───── Recorded information ─────
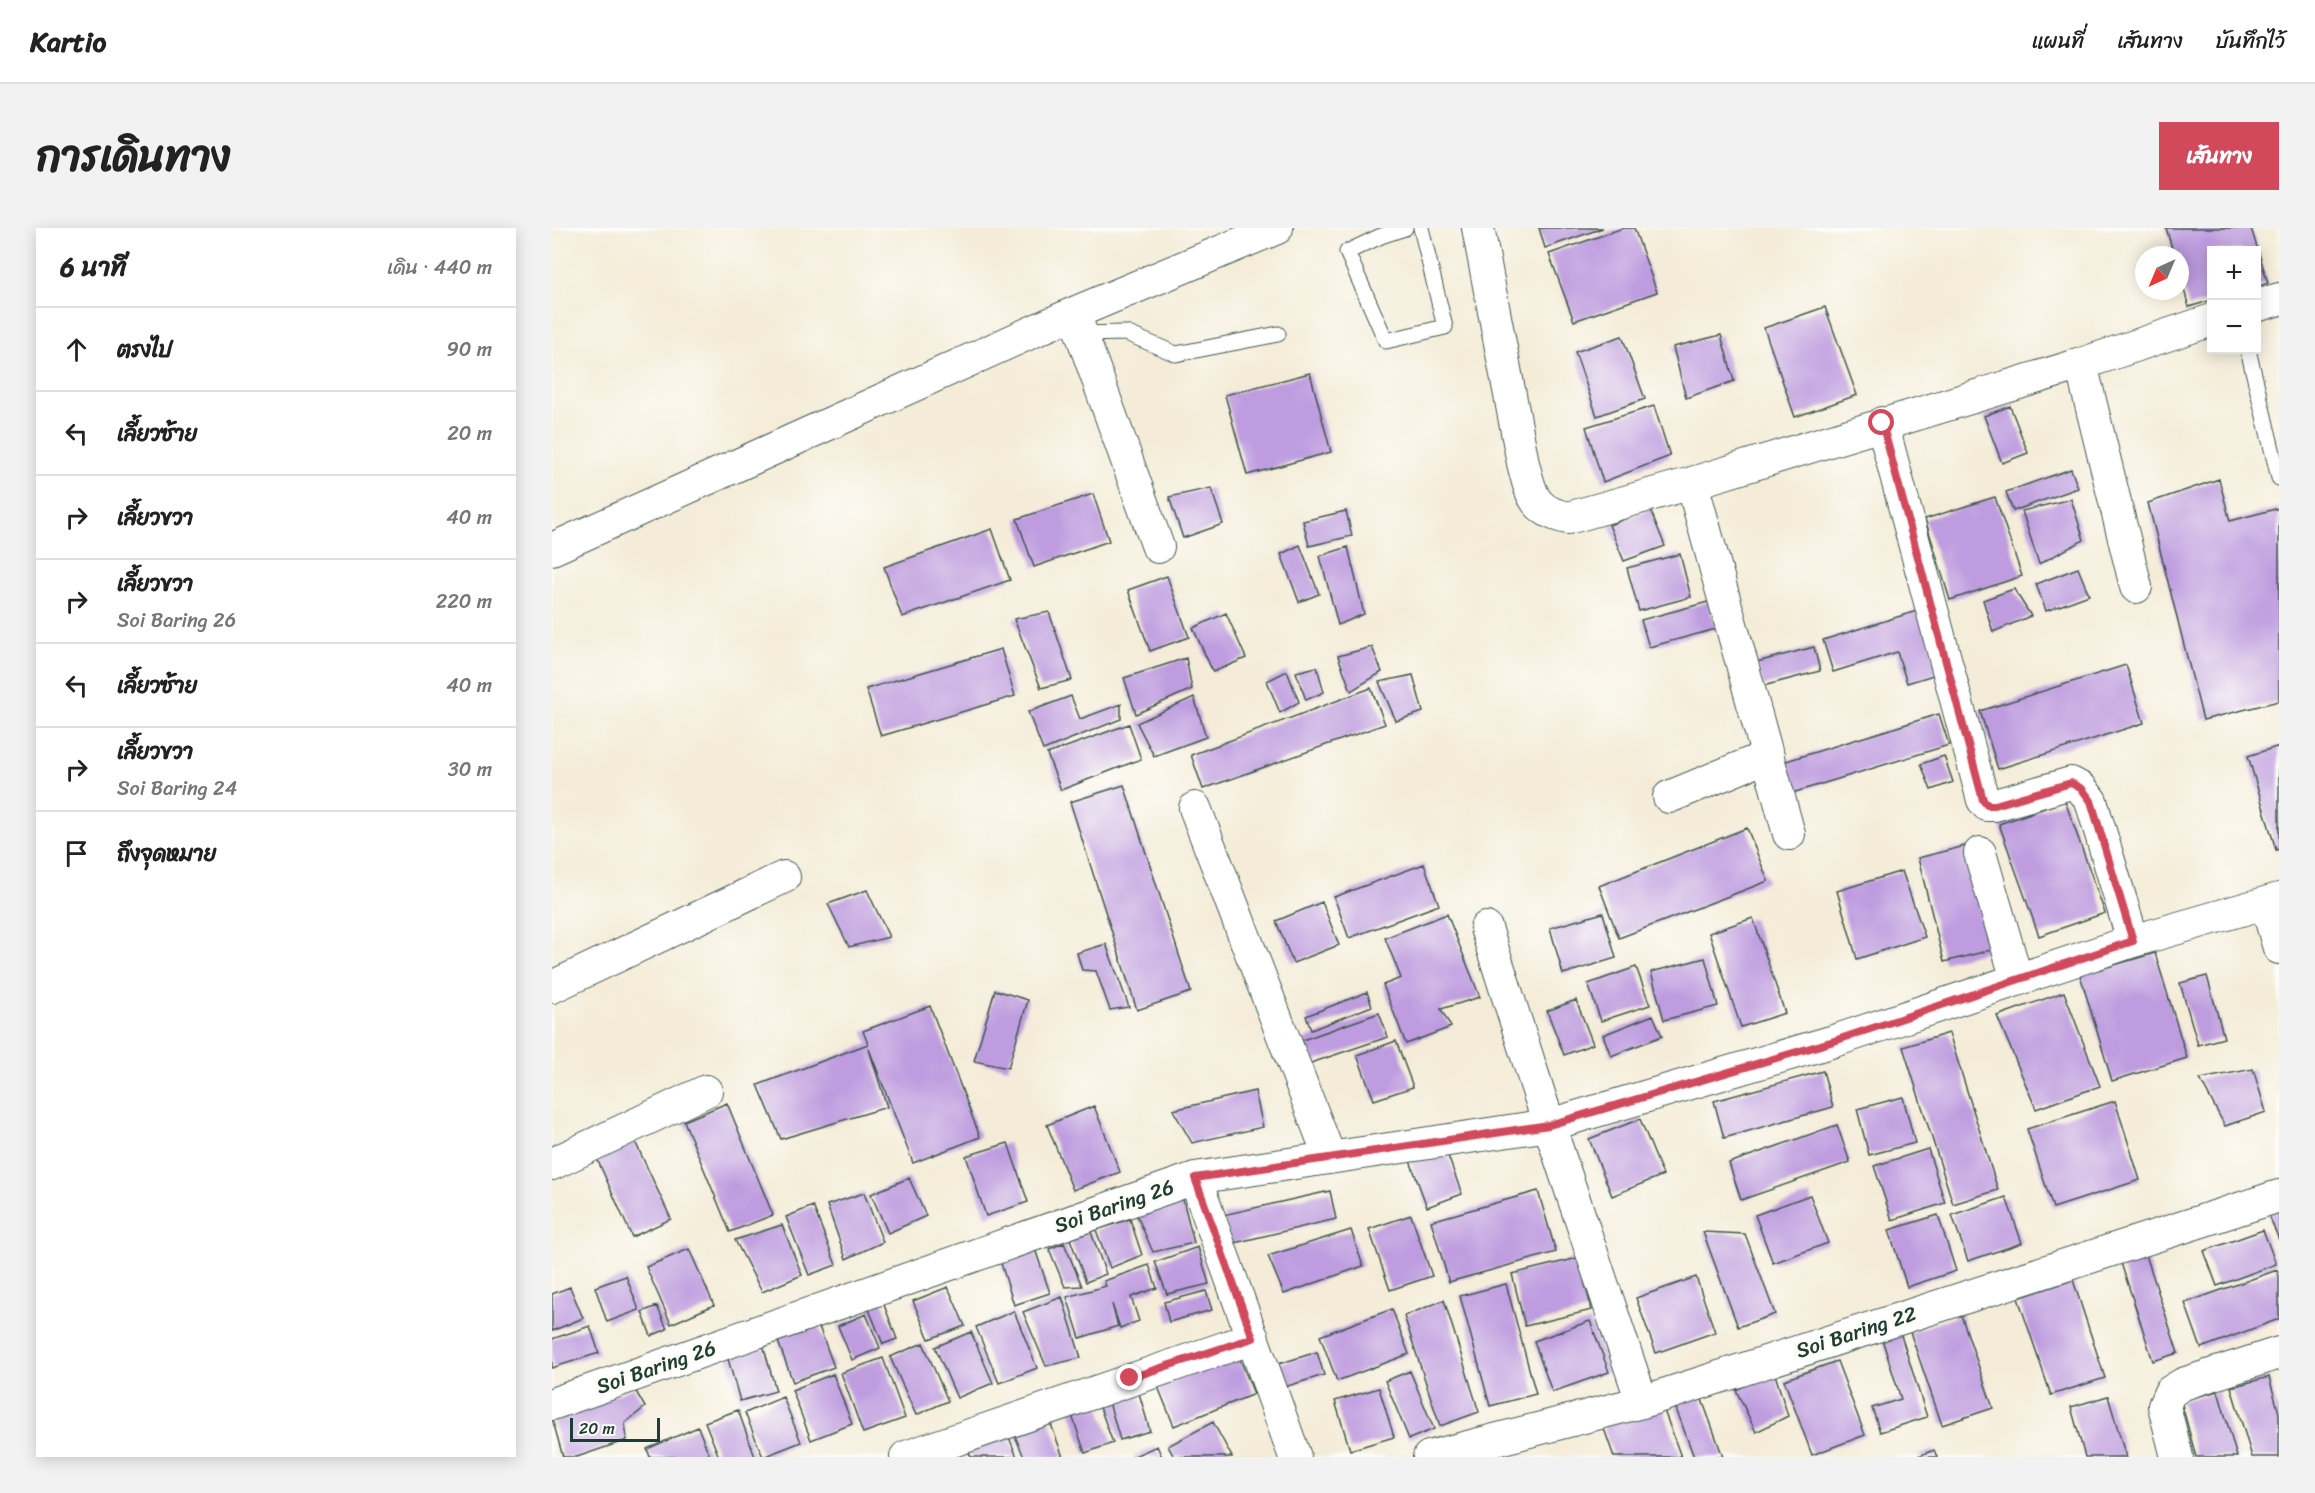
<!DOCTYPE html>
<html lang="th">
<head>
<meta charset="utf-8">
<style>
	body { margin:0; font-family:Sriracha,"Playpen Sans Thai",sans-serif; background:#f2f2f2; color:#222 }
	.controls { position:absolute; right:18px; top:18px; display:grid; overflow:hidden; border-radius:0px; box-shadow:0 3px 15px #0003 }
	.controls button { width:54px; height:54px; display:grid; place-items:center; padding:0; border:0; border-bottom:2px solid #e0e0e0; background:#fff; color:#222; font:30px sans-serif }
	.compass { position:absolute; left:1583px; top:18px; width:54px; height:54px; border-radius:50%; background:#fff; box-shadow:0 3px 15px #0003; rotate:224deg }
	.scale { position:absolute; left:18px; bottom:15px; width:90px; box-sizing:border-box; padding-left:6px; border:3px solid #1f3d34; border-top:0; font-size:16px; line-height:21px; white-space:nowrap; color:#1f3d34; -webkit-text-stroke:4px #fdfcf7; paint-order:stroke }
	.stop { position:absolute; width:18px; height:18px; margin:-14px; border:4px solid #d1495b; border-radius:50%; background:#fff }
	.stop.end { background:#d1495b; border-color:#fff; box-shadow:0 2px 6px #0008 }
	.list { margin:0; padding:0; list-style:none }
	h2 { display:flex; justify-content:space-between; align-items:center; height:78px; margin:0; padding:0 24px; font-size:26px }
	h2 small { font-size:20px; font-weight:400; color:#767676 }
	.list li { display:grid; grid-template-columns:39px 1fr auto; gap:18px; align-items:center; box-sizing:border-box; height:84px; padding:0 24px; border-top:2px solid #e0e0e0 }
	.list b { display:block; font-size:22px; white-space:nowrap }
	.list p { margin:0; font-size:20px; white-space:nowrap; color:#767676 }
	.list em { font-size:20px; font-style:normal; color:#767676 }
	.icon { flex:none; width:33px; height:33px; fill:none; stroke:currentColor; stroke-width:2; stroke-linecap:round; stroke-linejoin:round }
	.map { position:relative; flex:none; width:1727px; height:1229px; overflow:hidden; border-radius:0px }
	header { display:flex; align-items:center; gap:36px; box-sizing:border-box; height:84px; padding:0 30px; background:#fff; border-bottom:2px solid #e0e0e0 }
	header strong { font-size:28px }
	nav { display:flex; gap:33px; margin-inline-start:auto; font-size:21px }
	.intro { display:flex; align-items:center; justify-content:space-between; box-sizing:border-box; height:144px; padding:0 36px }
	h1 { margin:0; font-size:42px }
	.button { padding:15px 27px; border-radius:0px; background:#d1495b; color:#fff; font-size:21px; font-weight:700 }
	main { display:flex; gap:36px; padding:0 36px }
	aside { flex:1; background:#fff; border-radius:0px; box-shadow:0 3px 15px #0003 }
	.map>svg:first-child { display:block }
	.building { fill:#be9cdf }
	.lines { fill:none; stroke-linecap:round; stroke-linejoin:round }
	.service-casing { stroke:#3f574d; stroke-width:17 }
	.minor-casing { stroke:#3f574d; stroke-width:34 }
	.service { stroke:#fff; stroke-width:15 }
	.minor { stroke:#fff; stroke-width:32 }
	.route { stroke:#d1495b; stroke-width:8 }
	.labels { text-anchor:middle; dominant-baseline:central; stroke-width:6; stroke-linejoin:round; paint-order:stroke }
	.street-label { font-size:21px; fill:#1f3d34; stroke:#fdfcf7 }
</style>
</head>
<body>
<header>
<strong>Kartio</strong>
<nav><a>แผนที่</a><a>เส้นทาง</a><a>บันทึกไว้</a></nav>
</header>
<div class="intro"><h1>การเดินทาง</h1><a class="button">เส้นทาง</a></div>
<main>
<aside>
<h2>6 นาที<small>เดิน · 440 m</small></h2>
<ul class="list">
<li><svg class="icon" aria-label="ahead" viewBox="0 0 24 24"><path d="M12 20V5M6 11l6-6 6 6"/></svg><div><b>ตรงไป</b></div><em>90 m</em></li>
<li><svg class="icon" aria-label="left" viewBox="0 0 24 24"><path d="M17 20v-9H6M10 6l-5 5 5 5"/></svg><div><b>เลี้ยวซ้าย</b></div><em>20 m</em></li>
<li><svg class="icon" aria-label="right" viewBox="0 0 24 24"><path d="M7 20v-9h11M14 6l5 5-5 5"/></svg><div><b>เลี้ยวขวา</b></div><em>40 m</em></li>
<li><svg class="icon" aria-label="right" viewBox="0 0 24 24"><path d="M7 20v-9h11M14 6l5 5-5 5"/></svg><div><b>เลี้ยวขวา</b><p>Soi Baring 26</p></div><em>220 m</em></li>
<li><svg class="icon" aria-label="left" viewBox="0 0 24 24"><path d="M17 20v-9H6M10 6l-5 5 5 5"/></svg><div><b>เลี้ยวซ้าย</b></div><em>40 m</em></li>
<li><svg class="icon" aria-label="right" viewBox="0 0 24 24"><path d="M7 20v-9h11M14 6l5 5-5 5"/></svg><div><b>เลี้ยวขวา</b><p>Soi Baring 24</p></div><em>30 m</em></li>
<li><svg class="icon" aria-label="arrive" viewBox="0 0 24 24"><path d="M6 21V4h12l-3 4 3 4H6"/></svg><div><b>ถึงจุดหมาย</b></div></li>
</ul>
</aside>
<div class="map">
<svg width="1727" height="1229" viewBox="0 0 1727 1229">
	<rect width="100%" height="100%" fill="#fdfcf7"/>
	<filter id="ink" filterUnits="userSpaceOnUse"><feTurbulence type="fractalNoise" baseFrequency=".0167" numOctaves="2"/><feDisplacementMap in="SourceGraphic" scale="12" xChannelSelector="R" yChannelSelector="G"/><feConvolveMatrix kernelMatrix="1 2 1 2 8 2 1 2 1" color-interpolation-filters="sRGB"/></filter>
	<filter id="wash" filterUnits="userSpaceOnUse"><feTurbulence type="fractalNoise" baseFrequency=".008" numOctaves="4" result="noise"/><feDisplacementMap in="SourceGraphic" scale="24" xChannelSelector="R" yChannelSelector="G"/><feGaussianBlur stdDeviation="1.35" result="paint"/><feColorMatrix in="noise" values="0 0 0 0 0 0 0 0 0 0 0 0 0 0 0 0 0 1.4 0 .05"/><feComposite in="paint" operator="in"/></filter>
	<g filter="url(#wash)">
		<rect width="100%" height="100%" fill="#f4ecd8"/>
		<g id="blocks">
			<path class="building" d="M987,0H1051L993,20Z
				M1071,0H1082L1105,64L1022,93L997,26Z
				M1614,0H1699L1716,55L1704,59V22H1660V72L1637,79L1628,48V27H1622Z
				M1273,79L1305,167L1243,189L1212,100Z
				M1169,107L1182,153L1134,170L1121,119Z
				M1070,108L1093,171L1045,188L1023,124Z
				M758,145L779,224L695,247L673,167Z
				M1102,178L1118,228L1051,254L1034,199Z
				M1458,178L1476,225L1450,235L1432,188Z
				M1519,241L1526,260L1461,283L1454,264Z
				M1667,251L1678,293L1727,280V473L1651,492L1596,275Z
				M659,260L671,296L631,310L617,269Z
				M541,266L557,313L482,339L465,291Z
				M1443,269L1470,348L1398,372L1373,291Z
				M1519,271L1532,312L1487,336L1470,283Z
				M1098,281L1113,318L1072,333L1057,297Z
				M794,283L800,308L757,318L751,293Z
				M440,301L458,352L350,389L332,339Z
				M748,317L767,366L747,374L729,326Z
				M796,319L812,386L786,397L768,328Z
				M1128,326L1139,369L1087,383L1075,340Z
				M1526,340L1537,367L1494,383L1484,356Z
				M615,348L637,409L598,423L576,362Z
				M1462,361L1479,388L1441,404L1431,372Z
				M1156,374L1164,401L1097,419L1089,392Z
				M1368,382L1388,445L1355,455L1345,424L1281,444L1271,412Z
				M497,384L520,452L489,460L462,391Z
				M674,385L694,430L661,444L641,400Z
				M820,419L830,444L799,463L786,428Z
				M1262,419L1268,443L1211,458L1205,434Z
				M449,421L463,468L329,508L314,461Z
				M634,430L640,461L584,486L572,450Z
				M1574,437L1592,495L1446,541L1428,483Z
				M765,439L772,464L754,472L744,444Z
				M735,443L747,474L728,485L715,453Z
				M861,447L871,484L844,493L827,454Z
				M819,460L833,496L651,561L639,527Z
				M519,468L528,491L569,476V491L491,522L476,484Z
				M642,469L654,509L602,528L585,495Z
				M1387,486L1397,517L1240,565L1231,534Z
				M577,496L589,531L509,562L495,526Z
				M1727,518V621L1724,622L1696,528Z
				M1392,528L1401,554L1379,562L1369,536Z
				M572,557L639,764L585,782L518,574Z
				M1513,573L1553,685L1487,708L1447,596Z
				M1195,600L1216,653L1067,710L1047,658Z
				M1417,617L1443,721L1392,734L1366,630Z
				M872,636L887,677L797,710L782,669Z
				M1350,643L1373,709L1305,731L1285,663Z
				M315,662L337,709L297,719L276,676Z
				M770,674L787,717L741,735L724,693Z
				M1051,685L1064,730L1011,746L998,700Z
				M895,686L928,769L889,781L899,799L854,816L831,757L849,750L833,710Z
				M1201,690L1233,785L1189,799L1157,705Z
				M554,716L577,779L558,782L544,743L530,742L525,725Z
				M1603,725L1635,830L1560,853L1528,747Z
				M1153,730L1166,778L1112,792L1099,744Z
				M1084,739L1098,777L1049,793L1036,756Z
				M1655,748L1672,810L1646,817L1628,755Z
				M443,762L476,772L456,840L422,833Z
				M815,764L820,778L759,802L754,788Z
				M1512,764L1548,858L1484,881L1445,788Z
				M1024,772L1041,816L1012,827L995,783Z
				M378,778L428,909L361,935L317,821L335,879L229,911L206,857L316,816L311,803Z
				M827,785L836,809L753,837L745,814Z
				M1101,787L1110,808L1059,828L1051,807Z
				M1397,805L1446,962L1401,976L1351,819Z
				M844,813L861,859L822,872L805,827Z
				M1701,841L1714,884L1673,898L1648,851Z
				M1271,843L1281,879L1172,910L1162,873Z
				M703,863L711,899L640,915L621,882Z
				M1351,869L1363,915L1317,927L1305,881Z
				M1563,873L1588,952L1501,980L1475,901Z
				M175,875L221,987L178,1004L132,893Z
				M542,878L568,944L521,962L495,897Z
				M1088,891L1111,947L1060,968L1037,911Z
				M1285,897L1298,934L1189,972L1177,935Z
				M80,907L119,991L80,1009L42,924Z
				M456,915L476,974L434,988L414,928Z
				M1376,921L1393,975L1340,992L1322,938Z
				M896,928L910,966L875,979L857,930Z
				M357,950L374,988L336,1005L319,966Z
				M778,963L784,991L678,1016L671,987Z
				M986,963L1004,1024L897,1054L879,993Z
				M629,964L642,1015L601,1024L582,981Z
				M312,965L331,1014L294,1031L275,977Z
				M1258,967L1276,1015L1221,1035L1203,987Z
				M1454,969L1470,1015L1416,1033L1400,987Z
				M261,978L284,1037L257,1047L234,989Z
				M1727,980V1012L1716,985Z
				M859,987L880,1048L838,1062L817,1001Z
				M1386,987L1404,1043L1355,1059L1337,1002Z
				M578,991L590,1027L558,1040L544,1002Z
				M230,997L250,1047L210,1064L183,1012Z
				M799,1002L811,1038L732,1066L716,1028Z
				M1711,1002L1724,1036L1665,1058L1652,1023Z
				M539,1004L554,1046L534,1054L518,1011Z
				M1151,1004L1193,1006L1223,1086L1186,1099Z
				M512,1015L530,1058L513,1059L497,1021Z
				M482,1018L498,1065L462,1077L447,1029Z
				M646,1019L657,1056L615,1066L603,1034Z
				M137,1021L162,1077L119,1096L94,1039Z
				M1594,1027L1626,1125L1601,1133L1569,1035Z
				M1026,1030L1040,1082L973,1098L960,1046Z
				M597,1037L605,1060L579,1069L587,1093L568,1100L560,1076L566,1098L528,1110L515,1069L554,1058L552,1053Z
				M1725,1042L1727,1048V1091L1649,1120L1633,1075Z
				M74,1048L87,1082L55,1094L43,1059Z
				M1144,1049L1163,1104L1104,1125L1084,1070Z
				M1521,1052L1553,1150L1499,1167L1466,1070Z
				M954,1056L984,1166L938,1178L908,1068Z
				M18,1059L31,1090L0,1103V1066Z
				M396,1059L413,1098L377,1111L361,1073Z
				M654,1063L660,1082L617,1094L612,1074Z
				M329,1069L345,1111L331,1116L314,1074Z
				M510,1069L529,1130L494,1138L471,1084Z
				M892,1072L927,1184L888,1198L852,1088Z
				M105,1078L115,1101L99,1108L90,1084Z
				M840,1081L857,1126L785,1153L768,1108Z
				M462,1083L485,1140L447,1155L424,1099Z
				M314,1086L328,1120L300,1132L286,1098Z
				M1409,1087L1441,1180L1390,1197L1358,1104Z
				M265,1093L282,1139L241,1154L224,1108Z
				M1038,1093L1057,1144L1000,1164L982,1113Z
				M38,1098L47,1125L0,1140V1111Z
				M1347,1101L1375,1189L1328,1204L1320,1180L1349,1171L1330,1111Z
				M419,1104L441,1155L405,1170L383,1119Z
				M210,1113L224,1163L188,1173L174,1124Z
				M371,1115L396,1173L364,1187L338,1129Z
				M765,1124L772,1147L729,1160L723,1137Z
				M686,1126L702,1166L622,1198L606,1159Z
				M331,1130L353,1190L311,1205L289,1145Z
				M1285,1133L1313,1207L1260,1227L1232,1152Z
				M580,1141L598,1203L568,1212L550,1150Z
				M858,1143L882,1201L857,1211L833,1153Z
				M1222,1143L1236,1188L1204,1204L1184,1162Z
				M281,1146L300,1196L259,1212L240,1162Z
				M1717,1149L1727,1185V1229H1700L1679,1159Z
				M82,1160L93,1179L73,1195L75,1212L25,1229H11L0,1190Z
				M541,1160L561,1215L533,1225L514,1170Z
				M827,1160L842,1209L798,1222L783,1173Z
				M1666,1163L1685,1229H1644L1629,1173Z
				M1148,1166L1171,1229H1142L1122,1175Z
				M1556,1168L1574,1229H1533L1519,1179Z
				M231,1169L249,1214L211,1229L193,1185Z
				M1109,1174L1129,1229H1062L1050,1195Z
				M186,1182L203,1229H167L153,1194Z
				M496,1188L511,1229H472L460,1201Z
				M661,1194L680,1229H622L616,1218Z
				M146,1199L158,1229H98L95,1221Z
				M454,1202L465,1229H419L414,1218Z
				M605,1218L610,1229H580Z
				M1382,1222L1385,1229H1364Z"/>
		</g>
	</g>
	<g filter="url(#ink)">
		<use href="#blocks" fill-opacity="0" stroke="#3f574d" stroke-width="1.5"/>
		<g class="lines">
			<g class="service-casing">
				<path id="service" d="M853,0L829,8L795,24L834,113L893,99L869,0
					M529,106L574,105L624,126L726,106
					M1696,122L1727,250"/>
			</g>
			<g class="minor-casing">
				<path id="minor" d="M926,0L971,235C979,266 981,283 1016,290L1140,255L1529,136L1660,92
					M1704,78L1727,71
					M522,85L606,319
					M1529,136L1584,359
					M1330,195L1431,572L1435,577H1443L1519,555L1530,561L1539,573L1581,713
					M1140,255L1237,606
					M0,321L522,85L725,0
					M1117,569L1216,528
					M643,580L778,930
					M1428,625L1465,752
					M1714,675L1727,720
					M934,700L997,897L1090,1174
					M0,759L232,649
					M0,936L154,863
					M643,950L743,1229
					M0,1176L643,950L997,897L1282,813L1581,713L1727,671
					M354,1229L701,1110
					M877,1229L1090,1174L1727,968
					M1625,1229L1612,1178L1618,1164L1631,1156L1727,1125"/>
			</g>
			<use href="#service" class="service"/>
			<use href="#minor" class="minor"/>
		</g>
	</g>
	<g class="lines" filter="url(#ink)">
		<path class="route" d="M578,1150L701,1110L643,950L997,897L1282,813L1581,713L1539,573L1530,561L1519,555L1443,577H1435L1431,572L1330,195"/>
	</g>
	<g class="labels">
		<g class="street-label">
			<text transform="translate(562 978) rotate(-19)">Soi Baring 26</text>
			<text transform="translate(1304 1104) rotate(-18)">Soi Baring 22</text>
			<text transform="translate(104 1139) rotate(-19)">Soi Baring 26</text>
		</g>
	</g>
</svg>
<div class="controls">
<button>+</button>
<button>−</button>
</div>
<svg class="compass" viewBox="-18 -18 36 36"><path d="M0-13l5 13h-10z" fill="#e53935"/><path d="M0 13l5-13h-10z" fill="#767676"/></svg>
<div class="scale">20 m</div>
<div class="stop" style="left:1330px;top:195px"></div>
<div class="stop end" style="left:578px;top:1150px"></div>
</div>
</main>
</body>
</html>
─────
== Required work ==
In the entries above, find the line with "display:block; font-size:22px; white-space:nowrap" and the line with "fill:none; stroke-linecap:round; stroke-linejoin:round", then set down exactly those two and every line between them, nothing else.

== Expected answer ==
	.list b { display:block; font-size:22px; white-space:nowrap }
	.list p { margin:0; font-size:20px; white-space:nowrap; color:#767676 }
	.list em { font-size:20px; font-style:normal; color:#767676 }
	.icon { flex:none; width:33px; height:33px; fill:none; stroke:currentColor; stroke-width:2; stroke-linecap:round; stroke-linejoin:round }
	.map { position:relative; flex:none; width:1727px; height:1229px; overflow:hidden; border-radius:0px }
	header { display:flex; align-items:center; gap:36px; box-sizing:border-box; height:84px; padding:0 30px; background:#fff; border-bottom:2px solid #e0e0e0 }
	header strong { font-size:28px }
	nav { display:flex; gap:33px; margin-inline-start:auto; font-size:21px }
	.intro { display:flex; align-items:center; justify-content:space-between; box-sizing:border-box; height:144px; padding:0 36px }
	h1 { margin:0; font-size:42px }
	.button { padding:15px 27px; border-radius:0px; background:#d1495b; color:#fff; font-size:21px; font-weight:700 }
	main { display:flex; gap:36px; padding:0 36px }
	aside { flex:1; background:#fff; border-radius:0px; box-shadow:0 3px 15px #0003 }
	.map>svg:first-child { display:block }
	.building { fill:#be9cdf }
	.lines { fill:none; stroke-linecap:round; stroke-linejoin:round }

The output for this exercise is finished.